## Excerpted data
━━━━━━

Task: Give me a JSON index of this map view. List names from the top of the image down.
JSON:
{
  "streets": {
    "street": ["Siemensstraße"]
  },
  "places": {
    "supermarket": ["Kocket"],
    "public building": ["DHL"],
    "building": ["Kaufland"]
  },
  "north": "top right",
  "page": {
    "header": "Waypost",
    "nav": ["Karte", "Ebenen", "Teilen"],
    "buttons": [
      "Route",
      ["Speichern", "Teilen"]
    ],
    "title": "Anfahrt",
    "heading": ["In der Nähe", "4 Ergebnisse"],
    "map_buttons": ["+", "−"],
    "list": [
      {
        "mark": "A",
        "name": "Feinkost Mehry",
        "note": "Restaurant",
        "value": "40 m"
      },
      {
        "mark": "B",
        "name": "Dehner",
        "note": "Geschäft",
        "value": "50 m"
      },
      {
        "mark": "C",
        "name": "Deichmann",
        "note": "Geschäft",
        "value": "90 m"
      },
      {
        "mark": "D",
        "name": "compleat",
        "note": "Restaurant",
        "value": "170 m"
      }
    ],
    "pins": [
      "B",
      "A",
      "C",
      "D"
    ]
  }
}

━━━━━━

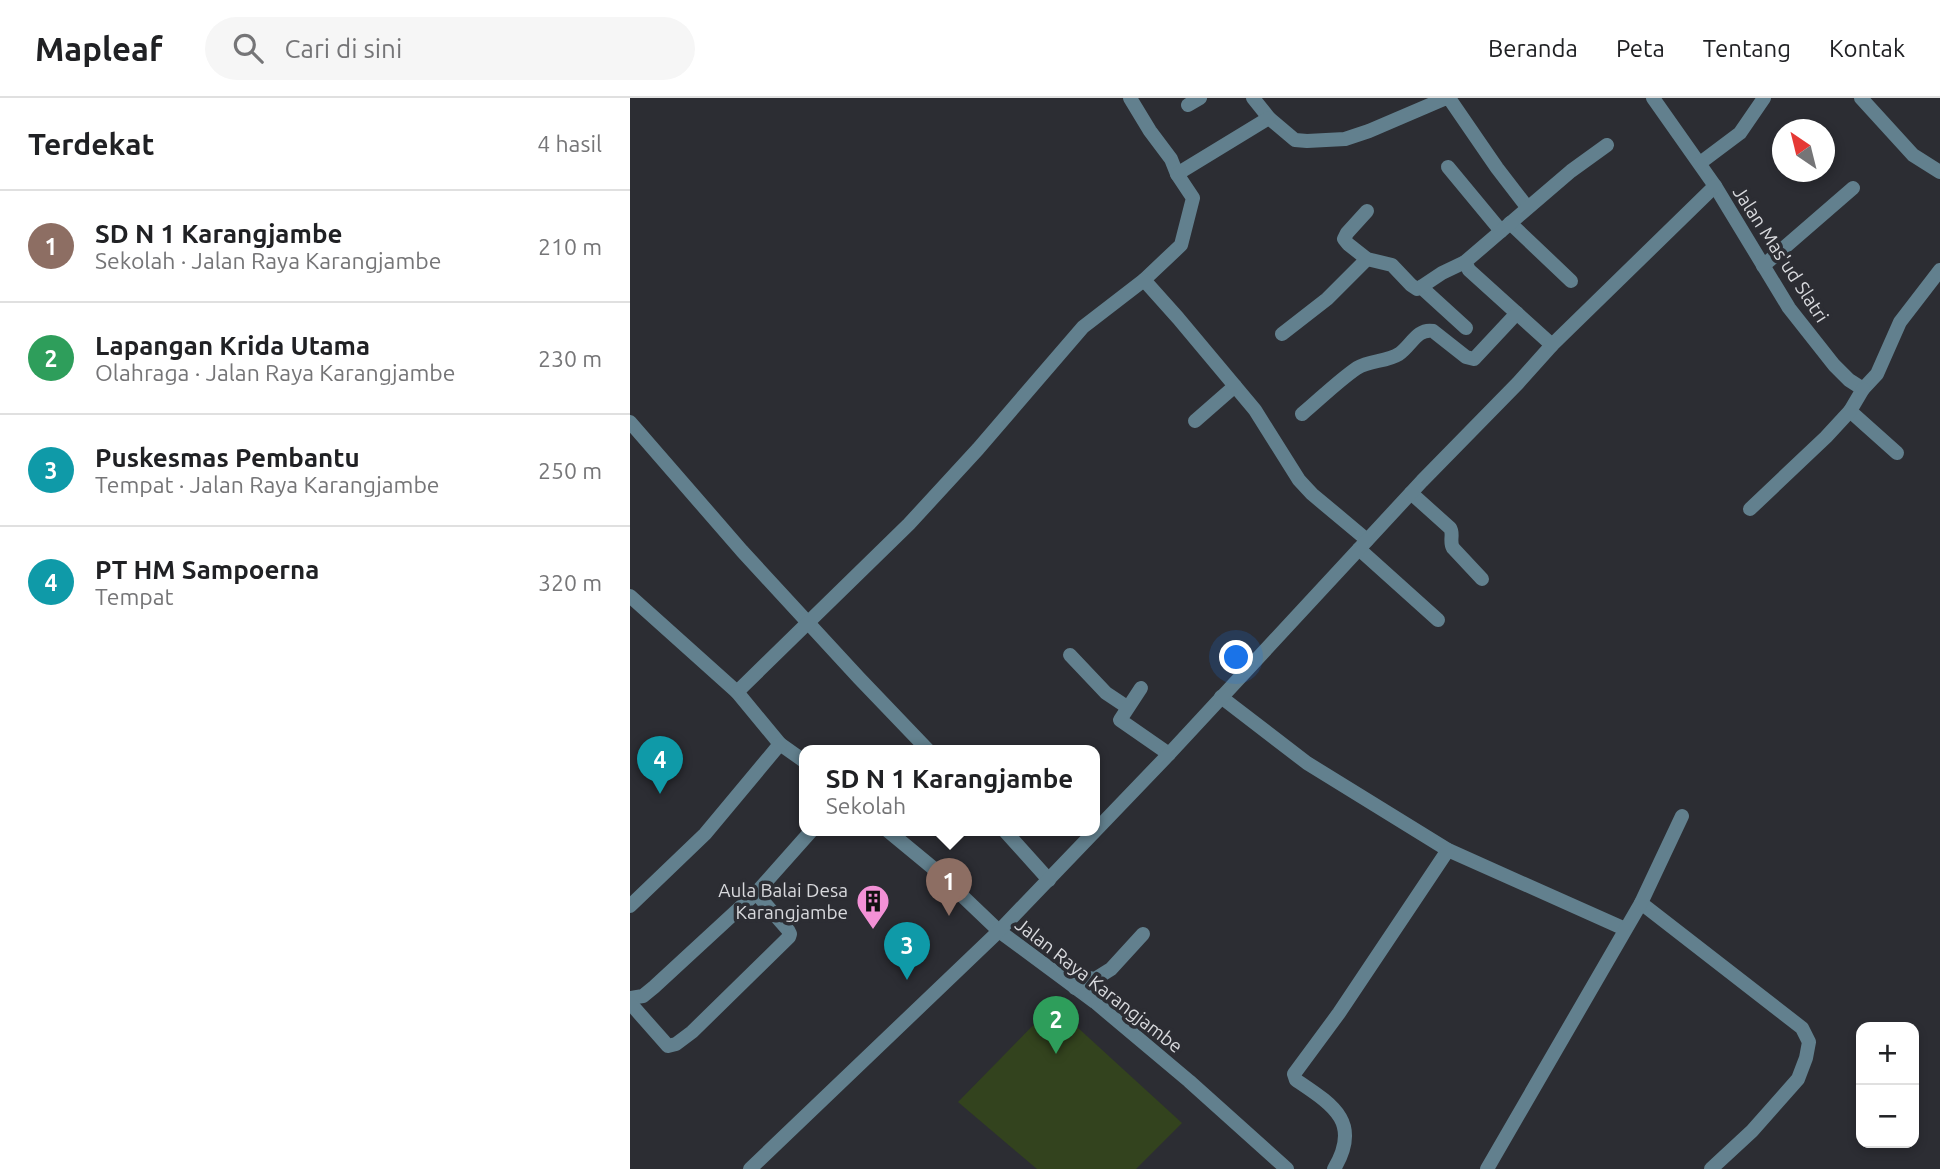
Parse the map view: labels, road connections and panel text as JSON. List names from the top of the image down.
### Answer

━━━━━━

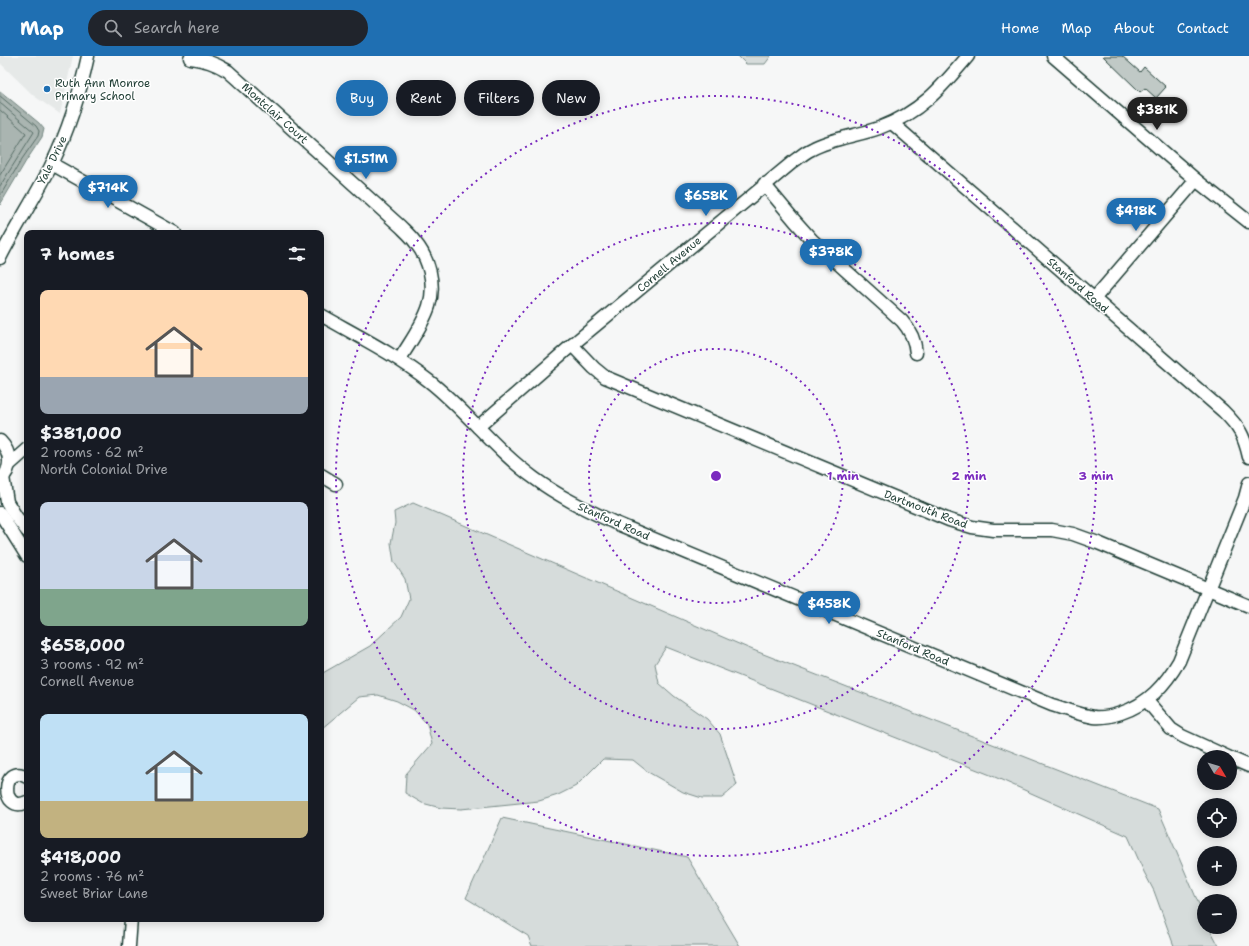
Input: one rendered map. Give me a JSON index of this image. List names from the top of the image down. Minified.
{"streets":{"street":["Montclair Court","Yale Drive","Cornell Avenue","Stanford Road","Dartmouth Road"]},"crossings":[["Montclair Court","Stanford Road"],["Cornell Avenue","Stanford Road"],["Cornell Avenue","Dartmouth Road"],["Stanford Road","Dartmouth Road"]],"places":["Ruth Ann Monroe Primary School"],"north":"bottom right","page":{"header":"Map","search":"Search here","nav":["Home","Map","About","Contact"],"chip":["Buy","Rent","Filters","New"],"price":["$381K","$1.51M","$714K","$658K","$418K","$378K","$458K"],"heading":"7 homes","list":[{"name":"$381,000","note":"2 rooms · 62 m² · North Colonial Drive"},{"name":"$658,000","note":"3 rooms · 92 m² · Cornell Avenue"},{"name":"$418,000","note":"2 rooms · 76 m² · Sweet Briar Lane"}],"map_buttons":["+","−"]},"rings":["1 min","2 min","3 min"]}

━━━━━━

## Aim of the task
Pull every line containing "view" out of the data above.

## Task response
Task: Give me a JSON index of this map view. List names from the top of the image down.
Parse the map view: labels, road connections and panel text as JSON. List names from the top of the image down.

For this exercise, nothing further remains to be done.